- DATA SECTION -
******

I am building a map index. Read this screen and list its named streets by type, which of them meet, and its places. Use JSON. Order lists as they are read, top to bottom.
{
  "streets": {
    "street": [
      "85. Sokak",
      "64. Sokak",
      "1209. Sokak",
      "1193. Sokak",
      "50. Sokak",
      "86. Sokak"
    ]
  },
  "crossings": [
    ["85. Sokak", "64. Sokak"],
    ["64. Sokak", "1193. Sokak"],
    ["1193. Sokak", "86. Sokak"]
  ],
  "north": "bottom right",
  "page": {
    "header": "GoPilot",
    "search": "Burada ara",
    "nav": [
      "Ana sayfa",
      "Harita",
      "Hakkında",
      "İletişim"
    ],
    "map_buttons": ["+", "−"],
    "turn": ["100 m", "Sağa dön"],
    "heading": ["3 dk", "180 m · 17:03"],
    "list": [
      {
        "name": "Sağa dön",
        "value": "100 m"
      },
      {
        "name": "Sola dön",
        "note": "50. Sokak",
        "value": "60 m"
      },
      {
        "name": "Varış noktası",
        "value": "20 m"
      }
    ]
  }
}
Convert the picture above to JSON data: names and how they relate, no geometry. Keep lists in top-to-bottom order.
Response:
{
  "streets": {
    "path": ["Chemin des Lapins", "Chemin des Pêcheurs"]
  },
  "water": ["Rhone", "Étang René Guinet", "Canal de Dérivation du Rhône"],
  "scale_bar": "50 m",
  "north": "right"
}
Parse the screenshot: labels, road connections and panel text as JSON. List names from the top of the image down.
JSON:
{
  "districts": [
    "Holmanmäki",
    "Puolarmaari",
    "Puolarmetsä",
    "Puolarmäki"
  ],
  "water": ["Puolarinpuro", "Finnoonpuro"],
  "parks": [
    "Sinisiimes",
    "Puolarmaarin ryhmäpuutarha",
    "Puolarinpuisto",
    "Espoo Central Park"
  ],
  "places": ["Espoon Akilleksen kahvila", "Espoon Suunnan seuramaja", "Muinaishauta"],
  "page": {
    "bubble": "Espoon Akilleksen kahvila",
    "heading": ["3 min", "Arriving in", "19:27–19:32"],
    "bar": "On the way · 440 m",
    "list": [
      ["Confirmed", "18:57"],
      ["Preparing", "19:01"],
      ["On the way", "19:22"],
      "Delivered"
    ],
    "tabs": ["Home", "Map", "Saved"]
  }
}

******

- WHAT IS NEEDED -
Output the entries above exactly, please, with nothing dropped.

- RESPONSE TO THE EXERCISE -
I am building a map index. Read this screen and list its named streets by type, which of them meet, and its places. Use JSON. Order lists as they are read, top to bottom.
{
  "streets": {
    "street": [
      "85. Sokak",
      "64. Sokak",
      "1209. Sokak",
      "1193. Sokak",
      "50. Sokak",
      "86. Sokak"
    ]
  },
  "crossings": [
    ["85. Sokak", "64. Sokak"],
    ["64. Sokak", "1193. Sokak"],
    ["1193. Sokak", "86. Sokak"]
  ],
  "north": "bottom right",
  "page": {
    "header": "GoPilot",
    "search": "Burada ara",
    "nav": [
      "Ana sayfa",
      "Harita",
      "Hakkında",
      "İletişim"
    ],
    "map_buttons": ["+", "−"],
    "turn": ["100 m", "Sağa dön"],
    "heading": ["3 dk", "180 m · 17:03"],
    "list": [
      {
        "name": "Sağa dön",
        "value": "100 m"
      },
      {
        "name": "Sola dön",
        "note": "50. Sokak",
        "value": "60 m"
      },
      {
        "name": "Varış noktası",
        "value": "20 m"
      }
    ]
  }
}
Convert the picture above to JSON data: names and how they relate, no geometry. Keep lists in top-to-bottom order.
Response:
{
  "streets": {
    "path": ["Chemin des Lapins", "Chemin des Pêcheurs"]
  },
  "water": ["Rhone", "Étang René Guinet", "Canal de Dérivation du Rhône"],
  "scale_bar": "50 m",
  "north": "right"
}
Parse the screenshot: labels, road connections and panel text as JSON. List names from the top of the image down.
JSON:
{
  "districts": [
    "Holmanmäki",
    "Puolarmaari",
    "Puolarmetsä",
    "Puolarmäki"
  ],
  "water": ["Puolarinpuro", "Finnoonpuro"],
  "parks": [
    "Sinisiimes",
    "Puolarmaarin ryhmäpuutarha",
    "Puolarinpuisto",
    "Espoo Central Park"
  ],
  "places": ["Espoon Akilleksen kahvila", "Espoon Suunnan seuramaja", "Muinaishauta"],
  "page": {
    "bubble": "Espoon Akilleksen kahvila",
    "heading": ["3 min", "Arriving in", "19:27–19:32"],
    "bar": "On the way · 440 m",
    "list": [
      ["Confirmed", "18:57"],
      ["Preparing", "19:01"],
      ["On the way", "19:22"],
      "Delivered"
    ],
    "tabs": ["Home", "Map", "Saved"]
  }
}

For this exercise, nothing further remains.